Não se intimidavam com a dor humana e nem com seu instinto agressivo e ingrato. Não se importavam com a degradação que encontravam. Iluminavam-nos com seus sorrisos e gestos amorosos de compaixão. Tratavam feridas do corpo e da alma. Aqueciam o corpo e o coração. Banhavam-nos com sua crença de dias melhores.
Estenderam-nos as mãos e disseram que retornariam em breve. E assim o fizeram. Vinham a cada dois dias, confirmei depois, visto que não possuía ideia de tempo naquele momento. Para mim, eram longos dias.
Cada vez que vinham, algo se transformava em mim. Senti-me cada vez mais lúcida e o bloco único separou-se. Podia sentir e diferenciar o que me incomodava, o que me era desagradável do que era agradável.
Agradável era recebê-los e tê-los por perto, por isso ansiava por eles. Ficava a espera. Já conseguia sentar e posicionava-me para recebê-los. Tentava ajeitar os cabelos e as roupas maltrapilhas. E esboçar meu melhor sorriso.
Trouxeram roupas, pentes e higienizavam-nos com água pura e límpida que refrescavam todo nosso ser. E deixavam luz, possibilitando-nos a enxergar uns aos outros.
No inicio, foi doloroso encararmo-nos, depois, fomos envolvidos pela compaixão de nossos visitantes e passamos a cuidar uns dos outros. Trocávamos os curativos, partilhávamos os alimentos, acolhíamos a dor do outro e tentávamos aliviá-la.
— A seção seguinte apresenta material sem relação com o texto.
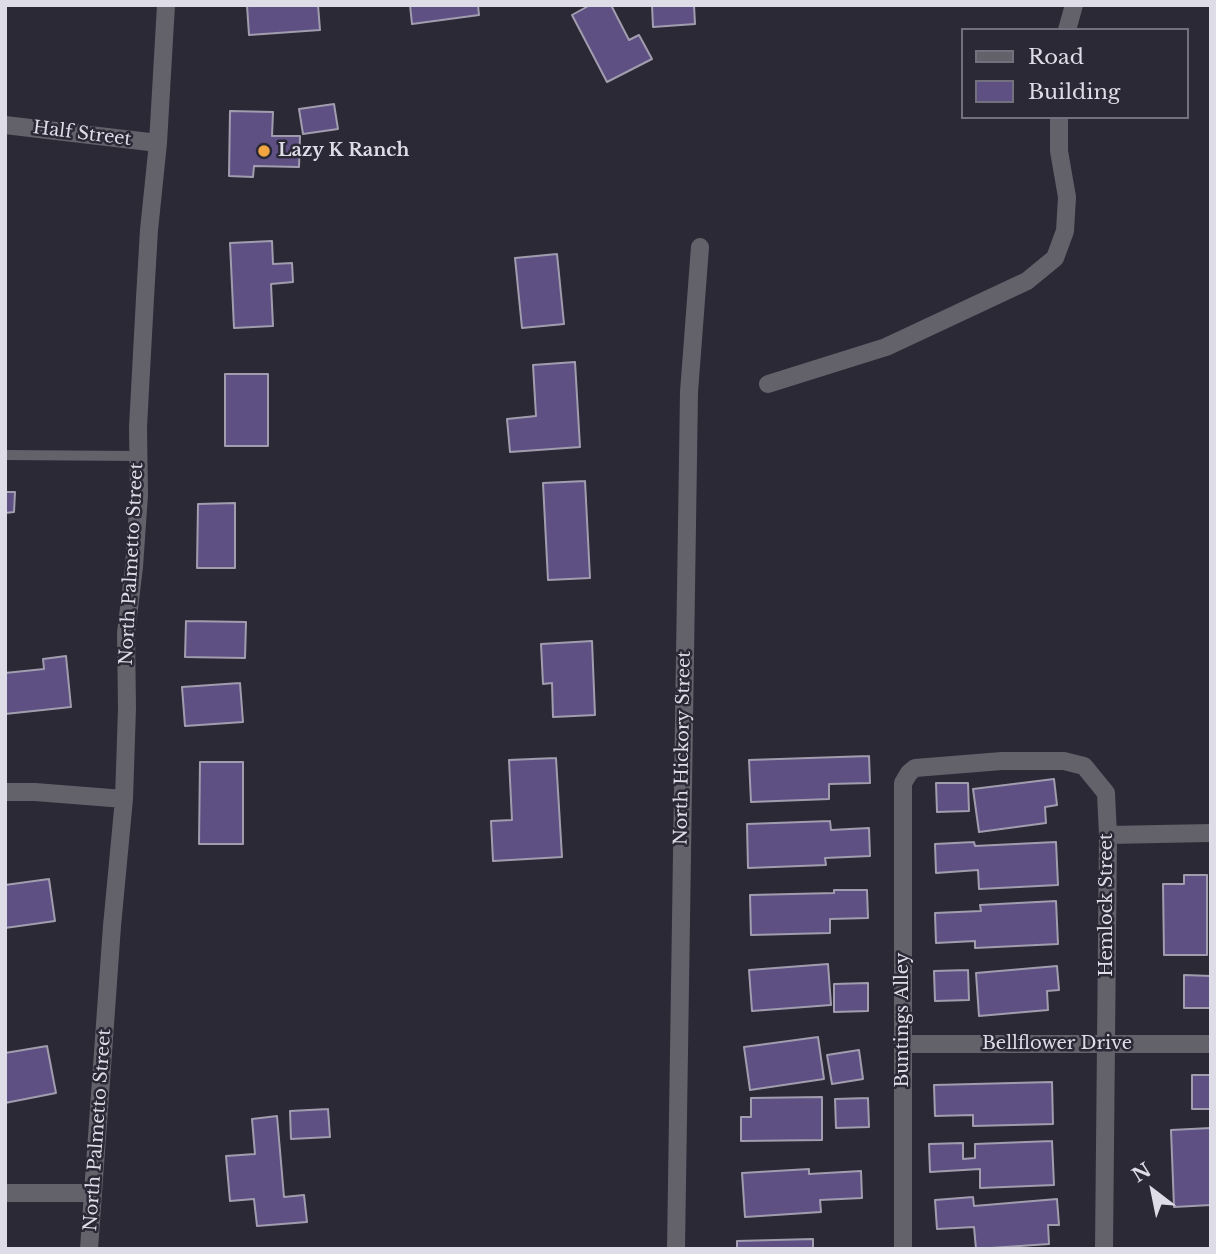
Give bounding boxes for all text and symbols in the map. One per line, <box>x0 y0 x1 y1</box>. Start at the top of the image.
legend <box>960 28 1188 119</box>
text: Road <box>1028 44 1084 70</box>
text: Building <box>1028 79 1120 105</box>
street label: Half Street <box>31 117 133 151</box>
place label: Lazy K Ranch <box>278 140 409 162</box>
marker: Lazy K Ranch <box>256 143 272 159</box>
street label: North Palmetto Street <box>116 462 148 666</box>
street label: North Hickory Street <box>671 651 695 845</box>
street label: Hemlock Street <box>1096 833 1118 977</box>
street label: Buntings Alley <box>892 953 914 1087</box>
street label: North Palmetto Street <box>80 1028 116 1232</box>
street label: Bellflower Drive <box>982 1033 1132 1055</box>
north arrow <box>1118 1156 1188 1226</box>
text: N <box>1128 1158 1155 1187</box>

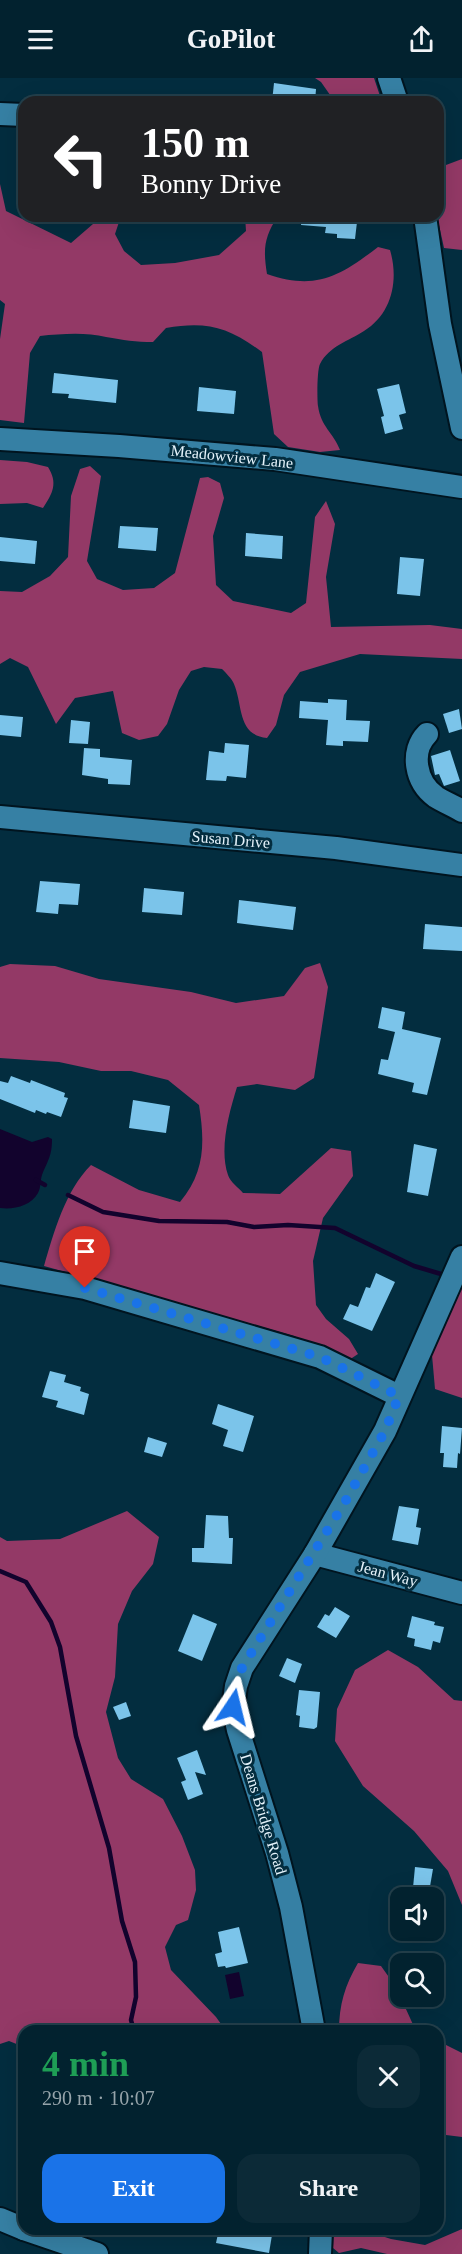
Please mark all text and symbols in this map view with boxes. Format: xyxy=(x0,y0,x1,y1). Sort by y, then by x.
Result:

Gregório era um deles. Encantei-me com suas histórias. Fazia-nos rir e, às vezes, até chorar de emoção. No começo, cuidava e lia trechos do evangelho. Por fim, adicionou-nos as suas histórias, tornando-nos personagens de grandes aventuras que sempre resultavam em aprendizado.
Contava-nos sobre um belo lugar, onde a luz reinava todos os dias e era possível conviver em paz, sem dor e sem medo. Um lugar encantado pelo amor divino, que permitia a todos serem irmãos, filhos de um mesmo Pai.
Descrevia sua beleza e harmonia. As fontes de água, os jardins, as salas de estudo, o refeitório coletivo. E prometia que um dia iríamos conhecê-lo e fazer parte de sua comunidade. Passei a desejá-lo mais e mais.
Para tanto, dizia: - Precisamos entrar em sintonia com ele. Vibrar conforme sua energia. Abrirmos para o amor do Pai que deseja reunir seus filhos, perdoando-nos a nós mesmos e acreditando que é possível existir e viver de forma diferente da qual vivemos hoje. Forma mais condizente com as Leis de Amor que Ele estabeleceu e as quais estamos ensinando a vocês.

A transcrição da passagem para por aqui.